CROWDSTRIKE & BSOD – EXPERIENCE REPORT
Events such as the CrowdStrike breach, a poor security patch or even the failure of a cloud system can suddenly turn into a real disaster for your company. That’s why disaster recovery processes, reliable systems and well-trained employees are important.
We spoke to an employee of an affected customer to find out how he experienced this situation and what conclusions he drew from it.
59s: How did you find out that your IT infrastructure was down?
Customer: I was called directly on Friday morning around 07:30 with the information that all clients and servers had a Blue Screen Of Death (BSOD). Without any further information, the first assumption was “cyber attack” or MS patches. However, patches are not released without testing them first. On site, it turned out that the BSOD on the clients and servers showed the csagent.sys file as the cause of the error. Each time the devices were restarted, the system crashed shortly after the login screen was displayed.
59s: How did you coordinate the troubleshooting internally?
Customer: Our management had started a crisis meeting while we (IT) were able to start working on the problem undisturbed. Some of the Windows 10/11 clients were still running because they were switched off or were still able to download the fix from CrowdStrike.
The service desk informed the first callers. Later, an announcement was made to prevent an overflow at the service desk.
At this point, there was no information or evidence at CrowdStrike to confirm our suspicion that the CrowdStrike agent caused the BSOD.
At first we thought we were victims of a cyber attack, but then we quickly found on subreddits (https://www.reddit.com) such as “r/crowdstrike” or “r/sysadmin” that other customers who were also affected by the problem. We found it interesting that some of the posts on “r/crowdstrike” were deleted again.
At 8:02 a.m. we tried to contact CrowdStrike. Unfortunately, we only received a response at 08:51 after what felt like an eternity. We had already seen the first instructions on how to fix this problem on the internet community Reddit at 8:39 am.
First we fixed our domain controllers. The trainees were fully involved and took care of the remaining servers, while I took care of the Ivanti EPM Core and the PXEs. Because without the core and a preferred server onsite, no fix could be distributed.
While my colleagues continued to fix the servers by hand, I worked on an OSD template to get our clients productive again.
59s: What was the specific challenge in rectifying the problem?
Customer: Solving the problem required several manual steps to be carried out directly on the computer. In other words, restarting, accessing the recovery and deleting the faulty “C-00000291*.sys”. Security was particularly time-consuming here. Our approx. 2600 clients are all encrypted with BitLocker, so that the hard disk first had to be unlocked with the BitLocker key.
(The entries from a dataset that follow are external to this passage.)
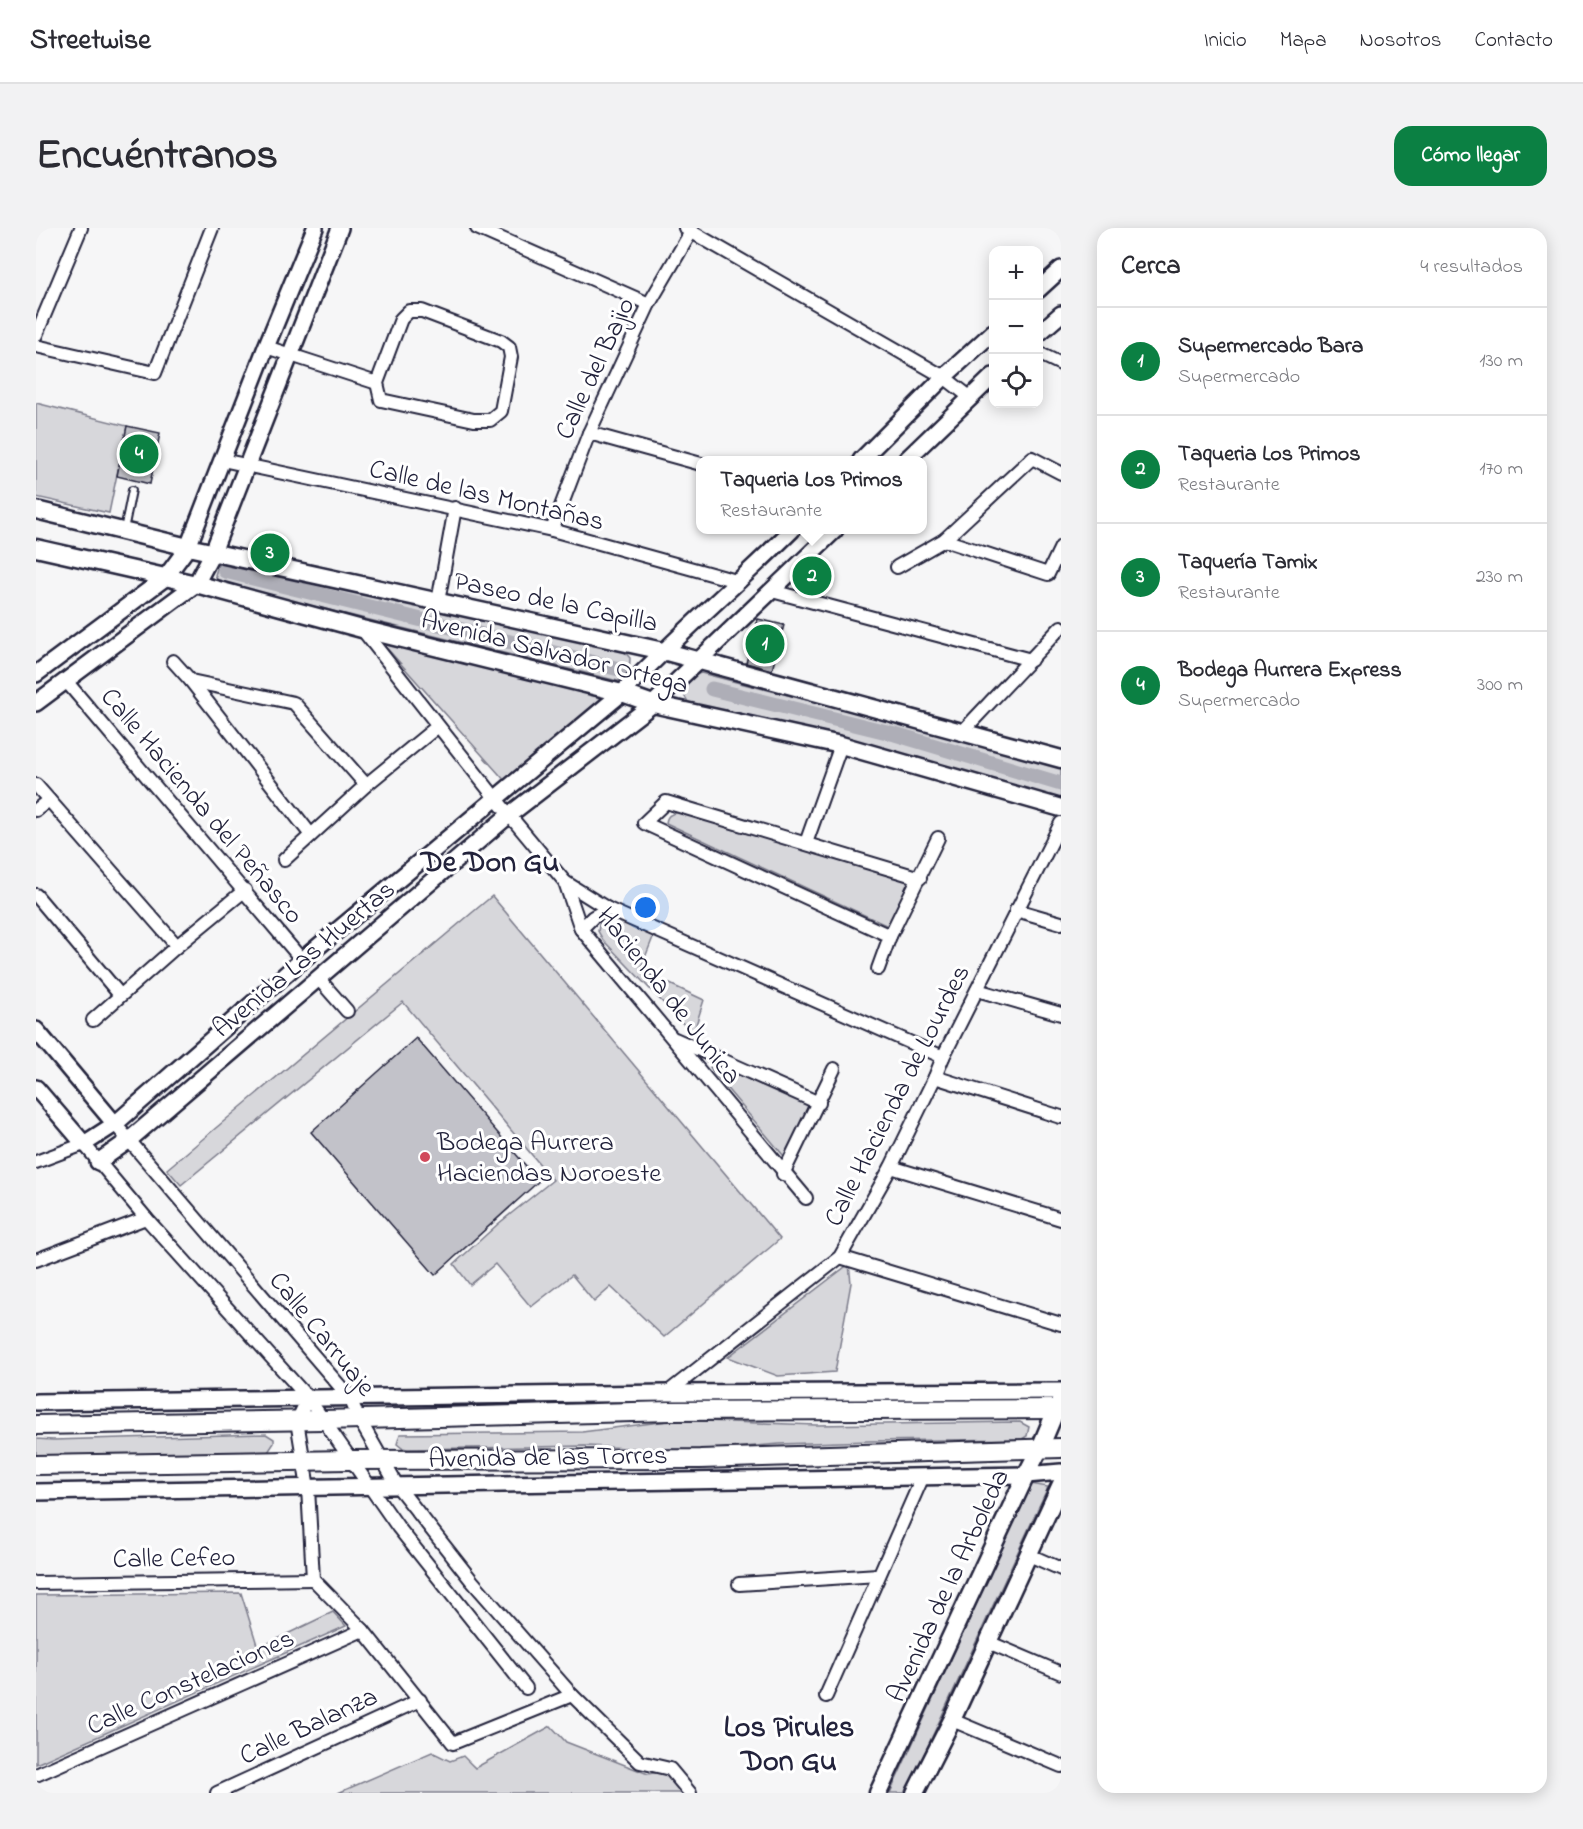 <!DOCTYPE html>
<html lang="es">
<head>
<meta charset="utf-8">
<style>
	:root { --surface:#fff; --page:#f2f2f3; --text:#2b2b33; --muted:#7c7c81; --line:#e1e1e2; --accent:#0b8043 }
	body { margin:0; font-family:"Indie Flower",sans-serif; background:var(--page); color:var(--text) }
	.controls { position:absolute; right:18px; top:18px; display:grid; overflow:hidden; border-radius:12px; box-shadow:0 3px 15px #0003 }
	.controls button { width:54px; height:54px; display:grid; place-items:center; padding:0; border:0; border-bottom:2px solid var(--line); background:var(--surface); color:var(--text); font:30px sans-serif }
	.you { position:absolute; left:610px; top:680px; width:21px; height:21px; margin:-15px; border:4px solid #fff; border-radius:50%; background:#1a73e8; box-shadow:0 0 0 9px #1a73e833 }
	.badge { display:grid; place-items:center; width:39px; height:39px; border-radius:50%; background:var(--accent); color:#fff; font-size:20px; font-weight:700 }
	.pin { position:absolute; translate:-50% -50%; border:3px solid #fff; box-shadow:0 2px 6px #0006 }
	.popup { position:absolute; left:660px; top:228px; width:231px; height:78px; box-sizing:border-box; display:grid; place-content:center; border-radius:12px; background:var(--surface); filter:drop-shadow(0 2px 4px #0005); font-size:20px; white-space:nowrap; color:var(--muted) }
	.popup b { font-size:22px; color:var(--text) }
	.popup::after { content:''; position:absolute; left:50%; top:100%; margin-left:-12px; border:12px solid transparent; border-top-color:var(--surface) }
	.list { margin:0; padding:0; list-style:none }
	h2 { display:flex; justify-content:space-between; align-items:center; height:78px; margin:0; padding:0 24px; font-size:26px }
	h2 small { font-size:20px; font-weight:400; color:var(--muted) }
	.list li { display:grid; grid-template-columns:39px 1fr auto; gap:18px; align-items:center; box-sizing:border-box; height:108px; padding:0 24px; border-top:2px solid var(--line) }
	.list b { display:block; font-size:22px; white-space:nowrap }
	.list p { margin:0; font-size:20px; white-space:nowrap; color:var(--muted) }
	.list em { font-size:20px; font-style:normal; color:var(--muted) }
	.icon { flex:none; width:33px; height:33px; fill:none; stroke:currentColor; stroke-width:2; stroke-linecap:round; stroke-linejoin:round }
	.map { position:relative; flex:none; width:1025px; height:1565px; overflow:hidden; border-radius:18px }
	header { display:flex; align-items:center; gap:36px; box-sizing:border-box; height:84px; padding:0 30px; background:var(--surface); border-bottom:2px solid var(--line) }
	header strong { font-size:28px }
	nav { display:flex; gap:33px; margin-inline-start:auto; font-size:21px }
	.intro { display:flex; align-items:center; justify-content:space-between; box-sizing:border-box; height:144px; padding:0 36px }
	h1 { margin:0; font-size:42px }
	.button { padding:15px 27px; border-radius:18px; background:var(--accent); color:#fff; font-size:21px; font-weight:700 }
	main { display:flex; gap:36px; padding:0 36px }
	aside { flex:1; background:var(--surface); border-radius:18px; box-shadow:0 3px 15px #0003 }
	.map>svg:first-child { display:block }
	.green { fill:#d7d7db; stroke:#7c7c8b; stroke-width:1.5 }
	.lines { fill:none; stroke-linecap:round; stroke-linejoin:round }
	.canal { stroke:#aeaeb7; stroke-width:15 }
	.building { fill:#c2c2c9; stroke:#22223b; stroke-width:1.5 }
	.service-casing { stroke:#22223b; stroke-width:10 }
	.minor-casing { stroke:#22223b; stroke-width:16 }
	.tertiary-casing { stroke:#22223b; stroke-width:20 }
	.secondary-casing { stroke:#22223b; stroke-width:21 }
	.primary-casing { stroke:#22223b; stroke-width:22 }
	.service { stroke:#fff; stroke-width:6 }
	.minor { stroke:#fff; stroke-width:12 }
	.tertiary { stroke:#fff; stroke-width:15 }
	.secondary { stroke:#fff; stroke-width:16 }
	.primary { stroke:#fff; stroke-width:18 }
	.poi-dot { fill:#d1495b; stroke:#fff; stroke-width:2 }
	.labels { text-anchor:middle; stroke-width:6; stroke-linejoin:round; paint-order:stroke }
	.street-label { font-size:27px; fill:#22223b; stroke:#fff }
	.poi-label { font-size:27px; fill:#22223b; stroke:#fff; text-anchor:start }
	.quarter-label { font-size:30px; font-weight:bold; fill:#22223b; stroke:#fff }
</style>
</head>
<body>
<header>
<strong>Streetwise</strong>
<nav><a>Inicio</a><a>Mapa</a><a>Nosotros</a><a>Contacto</a></nav>
</header>
<div class="intro"><h1>Encuéntranos</h1><a class="button">Cómo llegar</a></div>
<main>
<div class="map">
<svg width="1025" height="1565" viewBox="0 0 1025 1565">
	<rect width="100%" height="100%" fill="#f6f6f7"/>
	<filter id="ink" filterUnits="userSpaceOnUse"><feTurbulence type="fractalNoise" baseFrequency=".0167" numOctaves="2"/><feDisplacementMap in="SourceGraphic" scale="12" xChannelSelector="R" yChannelSelector="G"/><feConvolveMatrix kernelMatrix="1 2 1 2 8 2 1 2 1" color-interpolation-filters="sRGB"/></filter>
	<g filter="url(#ink)">
		<!-- green -->
		<g class="green">
			<path d="M0,175L91,198L73,285L0,269Z"/>
			<path d="M183,334L585,420L594,430L593,447L582,453L183,355L179,347Z"/>
			<path d="M340,408L573,468L471,555Z"/>
			<path d="M665,445L1025,537V583L652,474L645,462L649,450Z"/>
			<path d="M643,584L875,654L854,699L630,595C631,586 636,586 643,584Z"/>
			<path d="M456,668L744,1011L628,1109L575,1059L558,1074L536,1047L495,1079L459,1036L434,1057L418,1036L462,996L517,952L367,774L145,957L131,941Z"/>
			<path d="M575,687L618,707L604,742L668,772L657,806L567,712L562,703L564,692Z"/>
			<path d="M678,832L777,877L753,934L677,844L674,839Z"/>
			<path d="M813,1036L815,1055L799,1144L742,1148L692,1129Z"/>
			<path d="M640,1192L780,1197L984,1194L993,1199L991,1208L986,1211L834,1213L744,1216L657,1223L549,1218L372,1221L366,1220L361,1216L364,1206L546,1204Z"/>
			<path d="M230,1206L238,1211V1215L232,1224L0,1229V1211L17,1212Z"/>
			<path d="M995,1256L1012,1259L870,1565H854Z"/>
			<path d="M205,1365L222,1420L297,1384L310,1398L0,1536V1367Z"/>
			<path d="M515,1498L530,1514L612,1546L629,1543L647,1565H302L396,1524L414,1533L427,1528L439,1540Z"/>
		</g>
		<g class="lines">
			<!-- canal -->
			<g class="canal">
				<path d="M189,343L587,442"/>
				<path d="M676,461L859,506L1025,556"/>
			</g>
		</g>
		<!-- building -->
		<g class="building">
			<path d="M91,198L124,205L114,256L81,248Z"/>
			<path d="M722,391L748,397L736,442L710,435Z"/>
			<path d="M380,810L503,953L399,1047L275,904Z"/>
		</g>
		<g class="lines">
			<!-- service casing -->
			<g class="service-casing">
				<path id="service" d="M88,302L96,262"/>
			</g>
			<!-- minor casing -->
			<g class="minor-casing">
				<g id="minor">
					<path d="M441,0L613,76"/>
					<path d="M649,0L908,149L935,170"/>
					<path d="M373,83H386L465,113L473,119L475,129L465,183L454,192H438L345,172L341,155L365,91Z"/>
					<path d="M0,107L45,0"/>
					<path d="M0,118L119,145L176,0"/>
					<path d="M230,119L341,155"/>
					<path d="M1002,125L1025,136"/>
					<path d="M553,205L665,236"/>
					<path d="M186,232L516,302L704,354"/>
					<path d="M516,302L553,205L613,76L655,4"/>
					<path d="M908,312L1012,346L1025,319"/>
					<path d="M861,339L908,312L996,230L1025,245"/>
					<path d="M736,363L995,432"/>
					<path d="M402,374L419,280"/>
					<path d="M326,401L460,571L529,654L545,701L770,970"/>
					<path d="M137,433L155,453L275,607"/>
					<path d="M30,453L266,732"/>
					<path d="M155,453L258,475L330,557"/>
					<path d="M927,503L1025,399"/>
					<path d="M0,557L141,718"/>
					<path d="M0,582L13,572"/>
					<path d="M770,615L805,517"/>
					<path d="M248,632L330,557L402,498"/>
					<path d="M529,654L572,681L907,829"/>
					<path d="M0,667L84,767"/>
					<path d="M980,682L1025,695"/>
					<path d="M545,701L557,689L572,681"/>
					<path d="M854,708L608,595L630,574L884,650"/>
					<path d="M842,741L854,708L902,610"/>
					<path d="M282,750L311,783"/>
					<path d="M941,762L1025,786"/>
					<path d="M57,792L141,718L209,662"/>
					<path d="M639,811L783,875"/>
					<path d="M899,849L1025,889"/>
					<path d="M79,896L314,1170L323,1191L362,1259L436,1353L536,1467L604,1534L634,1541L654,1565"/>
					<path d="M0,934L48,916L110,990L272,1170L362,1299L490,1460"/>
					<path d="M855,939L1025,991"/>
					<path d="M747,946L798,841"/>
					<path d="M804,1029L1025,1096"/>
					<path d="M0,1032L110,990"/>
					<path d="M631,1165L804,1029L855,939L899,849L907,829L1025,595"/>
					<path d="M272,1170L261,1193L272,1260L277,1351L327,1402L417,1515L536,1467"/>
					<path d="M993,1327L1025,1341"/>
					<path d="M0,1355L277,1351"/>
					<path d="M703,1356L842,1347"/>
					<path d="M952,1414L1025,1445"/>
					<path d="M790,1468L887,1248"/>
					<path d="M916,1492L1025,1538"/>
					<path d="M0,1547L327,1402"/>
					<path d="M181,1565L384,1472"/>
				</g>
			</g>
			<!-- tertiary casing -->
			<g class="tertiary-casing">
				<g id="tertiary">
					<path d="M1002,62L1025,41"/>
					<path d="M1002,106L1025,86"/>
					<path d="M825,232L908,149L957,104"/>
					<path d="M870,232L957,148"/>
					<path d="M0,446L129,350L152,319L230,119L279,0"/>
					<path d="M0,475L160,356L177,324L304,0"/>
					<path d="M0,802L79,896"/>
					<path d="M0,860L48,916L79,896L266,732L586,465C641,408 700,357 756,302"/>
					<path d="M62,934L92,913L473,587L617,476L799,302"/>
					<path d="M0,1174L631,1165L1025,1163"/>
					<path d="M0,1264L990,1247L1025,1244"/>
				</g>
			</g>
			<!-- secondary casing -->
			<g class="secondary-casing">
				<g id="secondary">
					<path d="M0,282L152,319L627,423L1025,531"/>
					<path d="M0,320L160,356L326,401L586,465L617,476L805,517L1025,580"/>
					<path d="M842,1565L990,1247L1004,1220L1025,1170"/>
					<path d="M879,1565L916,1492L1025,1256"/>
				</g>
			</g>
			<!-- primary casing -->
			<g class="primary-casing">
				<g id="primary">
					<path d="M0,1197L287,1192L635,1183L1025,1181"/>
					<path d="M0,1237L313,1232L664,1231L1025,1220"/>
				</g>
			</g>
			<!-- service -->
			<use href="#service" class="service"/>
			<!-- minor -->
			<use href="#minor" class="minor"/>
			<!-- tertiary -->
			<use href="#tertiary" class="tertiary"/>
			<!-- secondary -->
			<use href="#secondary" class="secondary"/>
			<!-- primary -->
			<use href="#primary" class="primary"/>
		</g>
	</g>
	<!-- markers -->
	<circle class="poi-dot" cx="389" cy="929" r="6"/>
	<g class="labels">
		<!-- street labels -->
		<g class="street-label">
			<text transform="translate(558 140) rotate(-65)" y="9">Calle del Bajio</text>
			<text transform="translate(451 266) rotate(13)" y="9">Calle de las Montañas</text>
			<text transform="translate(520 373) rotate(12)" y="9">Paseo de la Capilla</text>
			<text transform="translate(519 423) rotate(14)" y="9">Avenida Salvador Ortega</text>
			<text transform="translate(167 577) rotate(50)" y="9">Calle Hacienda del Peñasco</text>
			<text transform="translate(267 730) rotate(-40)" y="9">Avenida Las Huertas</text>
			<text transform="translate(634 767) rotate(52)" y="9">Hacienda de Junica</text>
			<text transform="translate(860 867) rotate(-63)" y="9">Calle Hacienda de Lourdes</text>
			<text transform="translate(287 1105) rotate(51)" y="9">Calle Carruaje</text>
			<text transform="translate(512 1228) rotate(-1)" y="9">Avenida de las Torres</text>
			<text transform="translate(138 1329) rotate(-1)" y="9">Calle Cefeo</text>
			<text transform="translate(911 1357) rotate(-65)" y="9">Avenida de la Arboleda</text>
			<text transform="translate(154 1453) rotate(-24)" y="9">Calle Constelaciones</text>
			<text transform="translate(272 1497) rotate(-25)" y="9">Calle Balanza</text>
		</g>
		<!-- poi labels -->
		<g class="poi-label">
			<text x="401" y="922">Bodega Aurrera<tspan x="401" dy="31">Haciendas Noroeste</tspan></text>
		</g>
		<!-- quarter labels -->
		<g class="quarter-label">
			<text x="454" y="643">De Don Gu</text>
			<text x="753" y="1508">Los Pirules<tspan x="753" dy="34">Don Gu</tspan></text>
		</g>
	</g>
</svg>
<div class="controls">
<button>+</button>
<button>−</button>
<button><svg class="icon" aria-label="locate" viewBox="0 0 24 24"><circle cx="12" cy="12" r="6"/><path d="M12 2v4M12 18v4M2 12h4M18 12h4"/></svg></button>
</div>
<div class="you"></div>
<div class="pin badge" style="left:729px;top:416px">1</div>
<div class="pin badge" style="left:776px;top:348px">2</div>
<div class="popup"><b>Taqueria Los Primos</b>Restaurante</div>
<div class="pin badge" style="left:234px;top:325px">3</div>
<div class="pin badge" style="left:103px;top:226px">4</div>
</div>
<aside>
<h2>Cerca<small>4 resultados</small></h2>
<ul class="list">
<li><span class="badge">1</span><div><b>Supermercado Bara</b><p>Supermercado</p></div><em>130 m</em></li>
<li><span class="badge">2</span><div><b>Taqueria Los Primos</b><p>Restaurante</p></div><em>170 m</em></li>
<li><span class="badge">3</span><div><b>Taquería Tamix</b><p>Restaurante</p></div><em>230 m</em></li>
<li><span class="badge">4</span><div><b>Bodega Aurrera Express</b><p>Supermercado</p></div><em>300 m</em></li>
</ul>
</aside>
</main>
</body>
</html>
59s: How did Ivanti help you solve the problem?
Customer: For Server, the fix was quite simple. I used Ivanti Endpoint Manager EPM to create an OSD task that searches for and deletes the corresponding file on each hard disk. The server was then restarted automatically and worked again. This enabled us to fix the remaining approx. 200 of 400 servers in a short time.
It was more difficult with the clients due to BitLocker. At least we were able to automatically boot the computers into a WinPE via the EPM. From there, the admins were able to unlock the hard disks and delete the file. This allowed us to interrupt the endless loop of reboots on the devices and saved the admins time. What also saved us is that the Ivanti Agent collects the recovery key. We still use Sophos to administer the BitLocker keys, but some clients had no recovery key stored in Sophos for about 3% of the time. Without the recovery key in the Ivanti EPM, we would have lost all data on the affected systems.
59s: How quickly were you able to fix the problem?
Customer: We had 99% of our global servers back up and running by 12:00 noon. Just in time for lunch. That was a precision landing, as our checkout system in the canteen was also affected 🙂.
It took us about 3 hours from the time we became aware of the workaround until the servers were fixed. All users who had been working on Friday were then able to work again.
On the following Monday, Microsoft released a WinPE for clients, which starts automatically after the BitLocker key is requested, then deletes the faulty file and restarts. I was then able to send this to our admins.
59s: What is your conclusion?
Customer: Without Ivanti, it would have been a long day or a short weekend. It helped us to make the workaround available more quickly across the board. The fact that the EPM reads the BitLocker keys unexpectedly saved us on some computers.
We will replace Sophos in the future and store the BitLocker keys in the AD and use the five(9)s console to get the recovery key quickly and easily.
Our security team will soon be having a review meeting with CrowdStrike to discuss the specific consequences.